TIME Now that you've finished the entire saga, what do you feel? Sad? Glad? Half mad?
LUCAS Well, I'm still stunned at this point. Yesterday was the first day I saw it, actually sat back and looked at it with an audience. I'm very happy with it. I think it turned out as well as I could have hoped, and at the same time I'm very glad that I finished it. It was desperate just to get the first one made. But the idea of actually doing the other two was this huge Mount Everest. And then the concept of going beyond Mount Everest was completely unthinkable. I expected this to be one movie. I expected it to take me a year, year and a half to make, and then I expected to move on to other things. Especially in the storytelling sense, it was very stylized, very much in opposition to what my natural inclinations are. It was a kind of whim which turned into my life.
TIME Is that why, after the first three Star Wars episodes, it took you 16 years to come back and do these last three films?
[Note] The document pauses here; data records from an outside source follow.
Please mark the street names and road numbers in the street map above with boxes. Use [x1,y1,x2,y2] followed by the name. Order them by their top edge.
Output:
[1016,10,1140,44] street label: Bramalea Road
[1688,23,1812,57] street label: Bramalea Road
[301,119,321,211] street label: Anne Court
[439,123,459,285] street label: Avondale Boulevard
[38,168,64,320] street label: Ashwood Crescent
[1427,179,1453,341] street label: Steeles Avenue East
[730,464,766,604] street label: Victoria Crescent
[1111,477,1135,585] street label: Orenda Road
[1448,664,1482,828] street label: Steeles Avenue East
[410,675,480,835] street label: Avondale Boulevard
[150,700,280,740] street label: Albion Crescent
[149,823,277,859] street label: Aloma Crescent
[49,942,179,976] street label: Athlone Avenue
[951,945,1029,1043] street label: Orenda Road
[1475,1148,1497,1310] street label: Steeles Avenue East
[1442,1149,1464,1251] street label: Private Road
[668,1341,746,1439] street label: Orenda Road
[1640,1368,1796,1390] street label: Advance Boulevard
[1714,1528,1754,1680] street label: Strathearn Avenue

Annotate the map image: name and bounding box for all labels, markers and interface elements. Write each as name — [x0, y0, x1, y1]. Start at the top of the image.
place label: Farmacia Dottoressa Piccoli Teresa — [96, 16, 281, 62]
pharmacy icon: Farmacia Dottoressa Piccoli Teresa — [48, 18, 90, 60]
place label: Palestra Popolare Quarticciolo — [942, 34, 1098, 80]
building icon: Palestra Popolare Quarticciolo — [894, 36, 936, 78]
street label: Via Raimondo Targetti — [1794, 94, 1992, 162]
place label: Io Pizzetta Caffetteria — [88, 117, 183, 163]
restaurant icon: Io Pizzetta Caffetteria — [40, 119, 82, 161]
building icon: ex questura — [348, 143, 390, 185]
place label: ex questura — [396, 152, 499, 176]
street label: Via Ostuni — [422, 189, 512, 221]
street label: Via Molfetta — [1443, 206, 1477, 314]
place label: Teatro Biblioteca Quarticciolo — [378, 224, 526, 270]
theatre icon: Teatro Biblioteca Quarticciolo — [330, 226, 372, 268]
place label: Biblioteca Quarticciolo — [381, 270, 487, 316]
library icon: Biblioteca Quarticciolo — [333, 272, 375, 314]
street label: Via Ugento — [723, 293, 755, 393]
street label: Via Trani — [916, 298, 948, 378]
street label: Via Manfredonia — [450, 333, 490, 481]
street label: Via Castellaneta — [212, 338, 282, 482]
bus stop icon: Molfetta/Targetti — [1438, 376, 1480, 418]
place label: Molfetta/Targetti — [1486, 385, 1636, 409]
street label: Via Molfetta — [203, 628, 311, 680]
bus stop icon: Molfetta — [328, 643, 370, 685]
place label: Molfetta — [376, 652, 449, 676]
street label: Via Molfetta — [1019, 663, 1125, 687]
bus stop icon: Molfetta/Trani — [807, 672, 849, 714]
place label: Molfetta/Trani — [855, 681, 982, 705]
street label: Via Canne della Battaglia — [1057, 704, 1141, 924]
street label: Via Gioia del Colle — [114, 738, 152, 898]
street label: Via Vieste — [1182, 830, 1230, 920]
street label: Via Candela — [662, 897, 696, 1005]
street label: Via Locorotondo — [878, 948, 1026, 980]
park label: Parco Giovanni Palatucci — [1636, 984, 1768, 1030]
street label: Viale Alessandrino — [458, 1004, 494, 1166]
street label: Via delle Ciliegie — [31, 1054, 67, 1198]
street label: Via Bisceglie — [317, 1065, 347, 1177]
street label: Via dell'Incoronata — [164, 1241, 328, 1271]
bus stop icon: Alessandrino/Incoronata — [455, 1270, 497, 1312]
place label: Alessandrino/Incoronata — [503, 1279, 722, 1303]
LUCAS Star Wars was written very carefully around the limits of technology. I had one big technological leap that I had to make, and that was to be able to pan the spaceships. I thought I knew enough about animation that I could make that happen. Everything else was written for what I knew I could get away with, given the fact that I had a limited budget, limited resources. But in terms of having creatures? I could barely get the cantina scene done. I had a couple of really stupid rubber masks. I had to go back and beg another $10,000 so I could go down to a garage and have a friend of mine make some better masks that actually moved their mouths. It took every ounce of energy to create Chewbacca. But then Jurassic Park inspired me. I didn't have to use rubber masks. I could build digital characters that can act and perform and walk around and interact with actors. I can use digital sets. I can paint reality. In essence, it means that cinema has gone from being a photographic medium to a painterly one.
Now just having made it to the end of the river is a relief. All the pieces are together, and I was able to buff up the older ones. I can put it together in a six-part DVD and be very proud of the way the story gets told. On the other hand, I have a feeling this one is going to be sort of like the last one in terms of some people like it, some people hate it. And like everyone who makes movies, I'm always convinced the next one will be a flop. So right now I'm thinking it probably won't make any money and will be considered a failure.
TIME I think you've probably heard people say, "George doesn't really like directing actors. George doesn't really like being on the set and having the rub and scratch of egos and all that." Is there any truth to that? Is it easier for you to paint them on a computer?